Happy Holidays
December 22, 2013

Dearest Old Bolds, Friends, and Family,

I can hardly believe I've been back in the States for two weeks, and so remiss in writing you. Around the holidays time takes on that truly hectic quality. I hope only that you are all enjoying yourselves.

At the same time many are madly shopping, sitting in traffic, and attending parties and events, I am slowly digging my way out from under hundreds of books, archival records, dvd's and copies of research which were thrown into boxes during my year of homelessness, and subsequently delivered to my new address. Each item has its true home on a shelf, or in a binder or file, and it's my (seemingly neverending) job to get it there.

This aspect of writing - the "pre-writing" phase, which follows the tail end of the "research" phase (does that ever really end?) - is the most perplexing. Now that I have all these tons of research (literally!), how on earth do I organize them, read them thoroughly, and condense them into palatable, exciting form? How to deal fairly and justly with conflicting accounts and records? How to answer the questions and mysteries which may never be solved, the eyewitnesses all dead and the records destroyed, lost or hoarded by persons known or unknown?

In movies, tv shows, and novels mysteries are solved in a discreet - usually very short - time period. How clean and neat and so unlike real life!
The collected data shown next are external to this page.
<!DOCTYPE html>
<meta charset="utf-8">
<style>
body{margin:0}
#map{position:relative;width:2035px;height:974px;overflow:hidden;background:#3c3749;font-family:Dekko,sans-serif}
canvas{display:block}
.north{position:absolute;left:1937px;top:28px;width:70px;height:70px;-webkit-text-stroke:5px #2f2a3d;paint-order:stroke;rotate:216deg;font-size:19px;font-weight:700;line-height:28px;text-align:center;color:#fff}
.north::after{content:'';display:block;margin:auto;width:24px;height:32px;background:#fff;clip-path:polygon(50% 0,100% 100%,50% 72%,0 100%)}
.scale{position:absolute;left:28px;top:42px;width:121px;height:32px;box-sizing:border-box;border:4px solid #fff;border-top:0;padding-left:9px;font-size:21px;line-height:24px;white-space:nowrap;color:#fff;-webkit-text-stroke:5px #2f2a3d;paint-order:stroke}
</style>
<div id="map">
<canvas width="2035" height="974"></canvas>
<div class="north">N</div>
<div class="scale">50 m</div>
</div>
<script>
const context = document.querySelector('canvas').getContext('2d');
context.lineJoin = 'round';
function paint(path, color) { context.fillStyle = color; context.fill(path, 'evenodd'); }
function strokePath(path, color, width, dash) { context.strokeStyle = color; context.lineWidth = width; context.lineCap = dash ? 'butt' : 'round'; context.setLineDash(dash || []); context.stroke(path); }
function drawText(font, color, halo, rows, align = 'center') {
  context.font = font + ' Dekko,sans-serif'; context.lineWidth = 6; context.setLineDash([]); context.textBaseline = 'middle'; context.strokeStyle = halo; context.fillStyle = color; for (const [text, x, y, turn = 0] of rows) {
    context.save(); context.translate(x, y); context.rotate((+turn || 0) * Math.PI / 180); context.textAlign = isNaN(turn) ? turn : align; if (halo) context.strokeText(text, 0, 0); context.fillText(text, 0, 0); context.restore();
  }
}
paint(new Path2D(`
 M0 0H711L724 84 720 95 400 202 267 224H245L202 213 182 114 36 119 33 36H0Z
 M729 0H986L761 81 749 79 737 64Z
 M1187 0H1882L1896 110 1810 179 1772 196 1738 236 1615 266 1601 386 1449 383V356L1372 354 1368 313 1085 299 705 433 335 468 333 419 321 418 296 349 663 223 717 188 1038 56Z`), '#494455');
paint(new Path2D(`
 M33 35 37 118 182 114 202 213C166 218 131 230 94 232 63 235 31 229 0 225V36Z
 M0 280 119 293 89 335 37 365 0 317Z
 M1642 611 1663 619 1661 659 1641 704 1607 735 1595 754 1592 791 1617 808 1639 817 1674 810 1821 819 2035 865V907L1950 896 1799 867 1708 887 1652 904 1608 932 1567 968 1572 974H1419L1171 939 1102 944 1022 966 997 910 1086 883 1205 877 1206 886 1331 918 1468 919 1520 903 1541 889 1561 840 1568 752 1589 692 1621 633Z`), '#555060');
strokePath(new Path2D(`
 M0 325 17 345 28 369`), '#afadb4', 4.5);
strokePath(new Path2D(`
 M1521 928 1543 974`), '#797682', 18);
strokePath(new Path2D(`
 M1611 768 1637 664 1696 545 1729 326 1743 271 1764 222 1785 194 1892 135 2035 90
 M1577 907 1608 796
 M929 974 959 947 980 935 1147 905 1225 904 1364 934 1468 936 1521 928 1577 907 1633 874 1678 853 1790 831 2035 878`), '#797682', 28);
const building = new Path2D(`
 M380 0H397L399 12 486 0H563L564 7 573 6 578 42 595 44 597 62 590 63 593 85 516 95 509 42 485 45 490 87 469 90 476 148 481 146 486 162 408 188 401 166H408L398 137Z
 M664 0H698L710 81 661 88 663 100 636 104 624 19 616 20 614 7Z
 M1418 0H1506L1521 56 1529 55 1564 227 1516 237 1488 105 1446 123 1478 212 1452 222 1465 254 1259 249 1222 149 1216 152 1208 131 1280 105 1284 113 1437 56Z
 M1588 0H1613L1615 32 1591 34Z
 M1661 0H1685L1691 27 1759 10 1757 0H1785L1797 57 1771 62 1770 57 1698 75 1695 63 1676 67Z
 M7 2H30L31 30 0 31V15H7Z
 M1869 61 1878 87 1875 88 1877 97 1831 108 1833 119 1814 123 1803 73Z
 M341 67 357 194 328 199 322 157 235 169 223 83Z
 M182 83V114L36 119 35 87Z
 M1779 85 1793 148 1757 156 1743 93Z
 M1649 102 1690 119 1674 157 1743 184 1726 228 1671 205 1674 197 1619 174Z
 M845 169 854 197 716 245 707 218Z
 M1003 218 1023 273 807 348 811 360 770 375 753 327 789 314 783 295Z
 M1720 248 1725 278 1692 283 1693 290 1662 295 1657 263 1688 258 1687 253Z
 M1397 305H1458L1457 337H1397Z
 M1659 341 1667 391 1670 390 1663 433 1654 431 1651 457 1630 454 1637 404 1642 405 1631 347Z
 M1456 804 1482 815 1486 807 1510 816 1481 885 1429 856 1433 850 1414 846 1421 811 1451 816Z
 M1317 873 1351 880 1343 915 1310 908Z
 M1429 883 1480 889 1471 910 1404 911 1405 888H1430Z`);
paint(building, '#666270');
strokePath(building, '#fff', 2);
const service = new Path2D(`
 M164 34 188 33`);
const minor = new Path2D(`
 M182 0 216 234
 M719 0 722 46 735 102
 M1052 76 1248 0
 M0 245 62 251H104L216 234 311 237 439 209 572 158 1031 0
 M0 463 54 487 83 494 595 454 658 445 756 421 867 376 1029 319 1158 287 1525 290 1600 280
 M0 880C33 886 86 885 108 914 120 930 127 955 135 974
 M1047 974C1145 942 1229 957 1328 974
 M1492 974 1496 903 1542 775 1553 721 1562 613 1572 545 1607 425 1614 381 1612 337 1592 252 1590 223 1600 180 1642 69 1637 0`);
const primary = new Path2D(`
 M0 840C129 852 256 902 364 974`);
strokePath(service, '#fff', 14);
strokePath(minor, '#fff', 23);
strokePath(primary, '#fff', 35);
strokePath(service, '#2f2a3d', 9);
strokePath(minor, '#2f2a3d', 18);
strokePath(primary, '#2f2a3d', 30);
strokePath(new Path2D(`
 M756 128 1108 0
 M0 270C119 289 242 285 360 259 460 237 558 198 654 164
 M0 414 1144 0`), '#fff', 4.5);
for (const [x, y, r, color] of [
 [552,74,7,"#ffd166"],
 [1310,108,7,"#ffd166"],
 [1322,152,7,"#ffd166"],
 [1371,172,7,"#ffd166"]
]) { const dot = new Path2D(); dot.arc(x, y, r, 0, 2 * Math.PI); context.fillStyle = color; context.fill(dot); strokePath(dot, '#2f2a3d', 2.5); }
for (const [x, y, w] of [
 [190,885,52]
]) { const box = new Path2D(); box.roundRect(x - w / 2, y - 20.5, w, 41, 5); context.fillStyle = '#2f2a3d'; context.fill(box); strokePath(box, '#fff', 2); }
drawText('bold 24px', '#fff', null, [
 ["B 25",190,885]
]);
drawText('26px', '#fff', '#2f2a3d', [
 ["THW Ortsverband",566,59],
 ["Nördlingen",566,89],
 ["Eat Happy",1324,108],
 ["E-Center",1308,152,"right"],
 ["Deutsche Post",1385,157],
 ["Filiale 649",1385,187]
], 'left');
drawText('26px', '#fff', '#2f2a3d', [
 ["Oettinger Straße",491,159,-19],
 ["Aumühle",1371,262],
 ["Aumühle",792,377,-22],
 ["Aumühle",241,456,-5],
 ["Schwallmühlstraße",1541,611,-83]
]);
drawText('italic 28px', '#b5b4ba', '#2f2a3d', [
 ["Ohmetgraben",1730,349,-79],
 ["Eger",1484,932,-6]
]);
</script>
No bestselling thriller includes characters seeking records that take 18 or 24 months to obtain from recalcitrant government agencies.

But every time I find that record, read that report, or meet that person who gives me a small piece of the enormously complex puzzle of January 7, 1944, my heart races, adrenaline surges, and I am filled with indescribable joy. And I am reminded what an enormous privilege it is to write the stories of the men and women whose fate was tied to this day.
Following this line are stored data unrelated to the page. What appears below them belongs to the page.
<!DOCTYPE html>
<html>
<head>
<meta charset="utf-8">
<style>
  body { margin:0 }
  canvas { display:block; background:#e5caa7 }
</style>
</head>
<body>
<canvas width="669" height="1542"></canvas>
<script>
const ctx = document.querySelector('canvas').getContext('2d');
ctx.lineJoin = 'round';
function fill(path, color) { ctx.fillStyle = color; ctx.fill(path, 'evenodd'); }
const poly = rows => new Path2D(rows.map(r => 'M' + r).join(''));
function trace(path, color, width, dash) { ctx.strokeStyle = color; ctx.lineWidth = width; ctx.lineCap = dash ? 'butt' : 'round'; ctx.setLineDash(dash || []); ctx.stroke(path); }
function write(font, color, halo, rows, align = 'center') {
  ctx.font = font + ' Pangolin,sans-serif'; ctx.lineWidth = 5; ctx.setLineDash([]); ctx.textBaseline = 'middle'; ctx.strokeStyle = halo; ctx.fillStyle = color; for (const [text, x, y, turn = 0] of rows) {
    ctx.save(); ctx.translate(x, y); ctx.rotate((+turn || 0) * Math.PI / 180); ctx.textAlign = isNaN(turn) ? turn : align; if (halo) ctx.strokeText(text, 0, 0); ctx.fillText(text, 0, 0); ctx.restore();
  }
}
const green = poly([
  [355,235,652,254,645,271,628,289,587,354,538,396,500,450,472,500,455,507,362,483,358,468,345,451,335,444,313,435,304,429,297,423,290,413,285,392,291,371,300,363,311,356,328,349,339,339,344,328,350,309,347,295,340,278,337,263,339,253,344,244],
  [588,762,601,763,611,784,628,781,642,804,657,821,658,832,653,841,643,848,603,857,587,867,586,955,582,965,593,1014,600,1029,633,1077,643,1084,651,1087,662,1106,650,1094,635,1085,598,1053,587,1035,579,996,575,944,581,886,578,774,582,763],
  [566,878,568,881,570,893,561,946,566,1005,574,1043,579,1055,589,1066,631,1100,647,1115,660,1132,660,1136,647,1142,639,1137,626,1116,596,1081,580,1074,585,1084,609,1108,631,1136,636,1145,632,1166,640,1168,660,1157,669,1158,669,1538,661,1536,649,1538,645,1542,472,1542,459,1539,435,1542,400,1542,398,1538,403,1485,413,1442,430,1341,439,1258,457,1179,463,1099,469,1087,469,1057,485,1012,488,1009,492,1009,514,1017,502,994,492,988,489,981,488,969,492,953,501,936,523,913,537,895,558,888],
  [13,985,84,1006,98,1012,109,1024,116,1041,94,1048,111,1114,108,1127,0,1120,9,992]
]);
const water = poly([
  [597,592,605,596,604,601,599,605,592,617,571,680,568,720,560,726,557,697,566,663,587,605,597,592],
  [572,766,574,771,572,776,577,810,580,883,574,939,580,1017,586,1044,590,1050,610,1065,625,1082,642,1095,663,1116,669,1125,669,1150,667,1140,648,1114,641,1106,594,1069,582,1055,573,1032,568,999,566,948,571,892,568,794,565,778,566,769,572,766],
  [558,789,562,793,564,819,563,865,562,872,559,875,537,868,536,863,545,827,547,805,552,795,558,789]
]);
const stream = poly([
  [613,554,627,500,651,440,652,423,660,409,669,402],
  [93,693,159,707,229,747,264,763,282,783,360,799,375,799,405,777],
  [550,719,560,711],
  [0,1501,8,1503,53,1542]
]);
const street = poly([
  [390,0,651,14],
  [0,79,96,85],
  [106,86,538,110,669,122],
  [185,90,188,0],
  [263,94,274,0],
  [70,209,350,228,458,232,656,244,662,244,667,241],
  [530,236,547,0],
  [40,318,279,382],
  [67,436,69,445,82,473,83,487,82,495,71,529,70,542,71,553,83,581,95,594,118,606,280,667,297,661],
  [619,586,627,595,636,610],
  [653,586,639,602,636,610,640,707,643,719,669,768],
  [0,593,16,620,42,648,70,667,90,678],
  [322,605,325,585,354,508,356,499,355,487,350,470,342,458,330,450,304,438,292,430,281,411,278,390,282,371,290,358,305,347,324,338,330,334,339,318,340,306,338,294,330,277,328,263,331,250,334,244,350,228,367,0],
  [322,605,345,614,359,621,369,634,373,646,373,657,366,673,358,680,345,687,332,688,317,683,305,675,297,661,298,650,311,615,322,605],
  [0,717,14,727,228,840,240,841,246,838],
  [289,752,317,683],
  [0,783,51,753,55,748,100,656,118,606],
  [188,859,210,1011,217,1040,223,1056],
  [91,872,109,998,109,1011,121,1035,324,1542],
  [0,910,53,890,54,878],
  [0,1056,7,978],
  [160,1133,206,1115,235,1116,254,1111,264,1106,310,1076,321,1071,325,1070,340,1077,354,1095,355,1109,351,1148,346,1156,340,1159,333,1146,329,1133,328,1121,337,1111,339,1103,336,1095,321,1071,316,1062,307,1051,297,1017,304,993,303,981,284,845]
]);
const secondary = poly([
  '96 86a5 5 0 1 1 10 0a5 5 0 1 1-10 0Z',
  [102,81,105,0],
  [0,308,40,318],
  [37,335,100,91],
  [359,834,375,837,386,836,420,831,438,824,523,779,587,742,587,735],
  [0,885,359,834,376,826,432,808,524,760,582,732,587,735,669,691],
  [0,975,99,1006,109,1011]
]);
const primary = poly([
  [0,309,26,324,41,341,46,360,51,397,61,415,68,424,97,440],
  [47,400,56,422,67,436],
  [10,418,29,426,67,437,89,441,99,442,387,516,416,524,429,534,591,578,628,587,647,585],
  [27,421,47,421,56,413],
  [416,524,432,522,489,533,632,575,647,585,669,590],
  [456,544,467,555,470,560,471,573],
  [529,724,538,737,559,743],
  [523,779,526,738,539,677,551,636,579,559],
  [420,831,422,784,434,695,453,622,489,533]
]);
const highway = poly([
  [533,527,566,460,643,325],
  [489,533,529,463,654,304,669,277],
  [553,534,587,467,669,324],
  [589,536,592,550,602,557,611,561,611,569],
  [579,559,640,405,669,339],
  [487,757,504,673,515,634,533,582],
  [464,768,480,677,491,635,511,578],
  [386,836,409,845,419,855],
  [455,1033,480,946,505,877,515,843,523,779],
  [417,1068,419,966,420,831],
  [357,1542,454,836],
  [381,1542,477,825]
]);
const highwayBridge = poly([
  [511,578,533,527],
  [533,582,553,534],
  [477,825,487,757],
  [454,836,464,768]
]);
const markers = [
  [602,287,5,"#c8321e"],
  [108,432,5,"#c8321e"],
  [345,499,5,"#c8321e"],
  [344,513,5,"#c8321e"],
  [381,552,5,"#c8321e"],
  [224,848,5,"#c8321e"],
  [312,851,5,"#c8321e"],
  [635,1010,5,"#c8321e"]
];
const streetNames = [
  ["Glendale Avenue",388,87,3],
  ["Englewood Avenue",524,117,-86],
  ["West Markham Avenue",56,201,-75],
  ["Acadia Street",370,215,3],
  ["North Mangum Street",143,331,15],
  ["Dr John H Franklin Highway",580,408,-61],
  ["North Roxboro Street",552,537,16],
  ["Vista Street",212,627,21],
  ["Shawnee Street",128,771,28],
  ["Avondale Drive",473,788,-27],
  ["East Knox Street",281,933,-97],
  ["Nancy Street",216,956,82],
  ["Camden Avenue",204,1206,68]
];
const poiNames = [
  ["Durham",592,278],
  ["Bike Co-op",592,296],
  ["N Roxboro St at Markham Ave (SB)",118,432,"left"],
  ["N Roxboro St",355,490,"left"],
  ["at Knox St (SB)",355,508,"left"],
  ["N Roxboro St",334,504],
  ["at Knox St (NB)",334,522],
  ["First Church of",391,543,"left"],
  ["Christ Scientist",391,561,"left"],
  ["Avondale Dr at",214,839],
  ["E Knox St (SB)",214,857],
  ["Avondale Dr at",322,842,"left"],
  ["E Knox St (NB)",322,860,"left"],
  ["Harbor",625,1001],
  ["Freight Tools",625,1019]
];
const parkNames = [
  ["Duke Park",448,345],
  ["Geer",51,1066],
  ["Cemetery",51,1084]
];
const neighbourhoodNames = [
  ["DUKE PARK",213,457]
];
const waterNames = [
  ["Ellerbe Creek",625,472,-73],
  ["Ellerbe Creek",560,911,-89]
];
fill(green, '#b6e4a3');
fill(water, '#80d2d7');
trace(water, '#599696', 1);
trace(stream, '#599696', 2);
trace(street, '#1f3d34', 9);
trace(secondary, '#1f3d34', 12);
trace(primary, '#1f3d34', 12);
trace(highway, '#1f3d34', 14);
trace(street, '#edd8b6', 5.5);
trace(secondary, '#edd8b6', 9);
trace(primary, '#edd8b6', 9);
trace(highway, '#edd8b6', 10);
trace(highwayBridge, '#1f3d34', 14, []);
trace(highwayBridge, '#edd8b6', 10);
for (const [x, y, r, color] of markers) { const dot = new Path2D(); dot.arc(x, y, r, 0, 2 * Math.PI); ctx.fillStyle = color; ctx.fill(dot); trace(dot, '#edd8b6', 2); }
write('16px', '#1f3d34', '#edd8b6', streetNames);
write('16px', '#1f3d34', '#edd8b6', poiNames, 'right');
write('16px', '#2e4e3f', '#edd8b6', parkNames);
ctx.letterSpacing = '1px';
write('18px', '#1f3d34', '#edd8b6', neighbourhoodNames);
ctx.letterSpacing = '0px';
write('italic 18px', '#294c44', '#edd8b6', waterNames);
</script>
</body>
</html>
After only four years in the WW2 field, it's painfully apparent to me how often some authors don't let facts get in the way of a good story. Time and time again I see mistakes reported by one author get copied and repeated by subsequent authors, even Pulitzer-prize winning ones, too rushed to do their own primary research. These authors are then feted and celebrated and showered with fame and riches.

Come what may, however, I simply cannot rush the process.
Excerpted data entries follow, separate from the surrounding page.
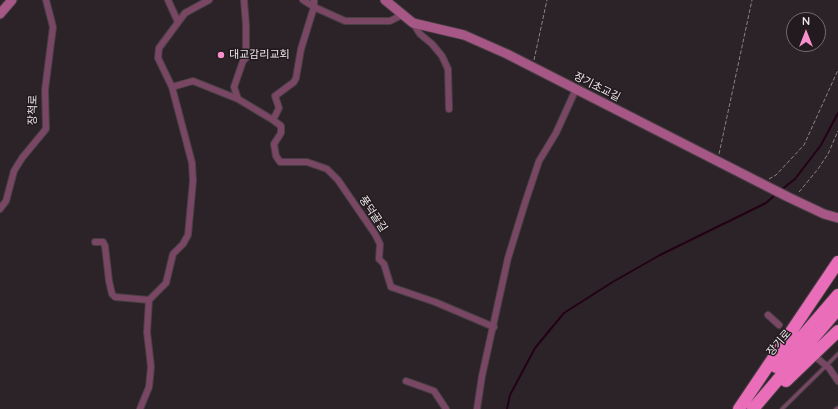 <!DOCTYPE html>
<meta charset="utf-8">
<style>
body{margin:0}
#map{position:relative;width:838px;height:409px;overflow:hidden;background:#2c2328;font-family:Quicksand,sans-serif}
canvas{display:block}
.north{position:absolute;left:786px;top:12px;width:40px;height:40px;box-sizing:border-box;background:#221a1e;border:1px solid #736c70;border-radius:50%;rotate:0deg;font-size:11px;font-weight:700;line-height:16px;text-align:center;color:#ede8eb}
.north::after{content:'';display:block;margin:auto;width:14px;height:18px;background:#f790cd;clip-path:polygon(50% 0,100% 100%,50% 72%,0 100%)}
</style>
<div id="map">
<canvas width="838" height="409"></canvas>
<div class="north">N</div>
</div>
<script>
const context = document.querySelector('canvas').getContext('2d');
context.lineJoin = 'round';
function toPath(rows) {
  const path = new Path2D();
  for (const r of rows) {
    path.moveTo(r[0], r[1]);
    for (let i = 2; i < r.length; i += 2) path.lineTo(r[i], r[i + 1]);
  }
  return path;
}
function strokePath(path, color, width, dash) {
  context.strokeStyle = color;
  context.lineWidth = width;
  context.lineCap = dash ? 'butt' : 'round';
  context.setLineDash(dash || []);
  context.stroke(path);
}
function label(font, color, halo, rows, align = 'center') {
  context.font = font + ' Quicksand,"Noto Sans KR",sans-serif';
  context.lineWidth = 3;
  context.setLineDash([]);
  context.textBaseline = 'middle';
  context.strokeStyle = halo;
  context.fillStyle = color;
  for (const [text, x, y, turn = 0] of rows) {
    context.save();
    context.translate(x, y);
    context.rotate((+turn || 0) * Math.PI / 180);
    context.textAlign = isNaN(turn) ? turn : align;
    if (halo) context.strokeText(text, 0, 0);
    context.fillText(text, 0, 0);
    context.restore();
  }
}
const stream = toPath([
 [781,190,795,179,821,145,838,113],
 [507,409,510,395,535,348,564,313,611,283,660,255,766,203,776,194]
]);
const path = toPath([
 [534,60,547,0],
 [719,154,752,0],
 [769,179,776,175,804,145,838,70],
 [799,192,818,169,828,154,838,131]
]);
const lane = toPath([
 [782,409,838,354],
 [836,409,838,408]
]);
const street = toPath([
 [168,0,178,22],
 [209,0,185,13,159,48,158,58,172,87,193,81,238,99,234,87,243,61,246,58,246,25,244,0],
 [303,0,314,7,314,0],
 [413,23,420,34,432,44,442,56,448,69,449,109],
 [238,99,273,120,279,108,275,96,294,82,296,78,301,49,314,7,345,21,390,21,402,15],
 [273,120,281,126,281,133,274,144,276,156,280,162,307,162,327,169,338,180,375,234,380,244,379,259,384,264,391,287,435,302,494,327],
 [0,209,6,201,14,171,22,158,46,129,45,90,53,27,46,0],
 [95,242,103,242,105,246,109,281,112,294,115,297,149,300,166,283,173,254,183,244,188,235,193,181,192,163,172,87],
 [768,315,779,325],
 [818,359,829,368,838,381],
 [406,381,434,391,446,409],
 [140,409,149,387,151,367,147,332,149,300],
 [477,409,482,376,508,258,525,203,539,161,556,133,576,89]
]);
const secondary = toPath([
 [385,0,413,23,464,35,507,54,788,197,824,214,838,218],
 [0,14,12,0]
]);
const highway = toPath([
 [776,367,838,295],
 [786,381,838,331],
 [739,409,838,262],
 [753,409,838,309]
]);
const markers = [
 [221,55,4,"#f790cd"]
];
const poiNames = [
 ["대교감리교회",229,55]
];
const streetNames = [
 ["장기초교길",597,87,27],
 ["장척로",33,110,-89],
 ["풍덕골길",373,214,56],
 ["장기로",779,343,-49]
];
strokePath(stream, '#230117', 2);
strokePath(lane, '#473f43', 5);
strokePath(street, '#473f43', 8);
strokePath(secondary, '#473f43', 11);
strokePath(highway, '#473f43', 14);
strokePath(path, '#8a8387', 1, [4, 2]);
strokePath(lane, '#794764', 3);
strokePath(street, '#794764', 6);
strokePath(secondary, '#a65786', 9);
strokePath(highway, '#e96db9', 12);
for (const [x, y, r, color] of markers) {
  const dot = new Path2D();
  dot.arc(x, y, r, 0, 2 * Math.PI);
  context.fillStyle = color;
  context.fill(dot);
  strokePath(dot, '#221a1e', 1.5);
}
label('11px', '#ede8eb', '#221a1e', poiNames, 'left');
label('11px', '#ede8eb', '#221a1e', streetNames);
</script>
And as the ripe fruit on the bottom branches has already been plucked, I find myself climbing into ever-more precarious positions to get the informational nectar that will determine the true heart of the story.

After interviewing all the German WW2 fighter pilots we could find and persuade to meet us in November and December, we drove through a freaky quasi-hurricane at the very end of our trip to the current home of the Richthofen squadron. There a more-recently retired fighter pilot who has written a book on Egon Mayer generously shared the ace's personal records and photos. I will very gratefully use these in the book.

Alas, he had none of Mayer's flight logs.

So the mystery will continue, and my search for some core facts will continue. But, after Christmas!

I'm wishing you everything wonderful for the holidays and hope to see you in the New Year.

I'll be in San Diego from January 5 to 23 and can't wait to see you, my beloved Old Bolds, then!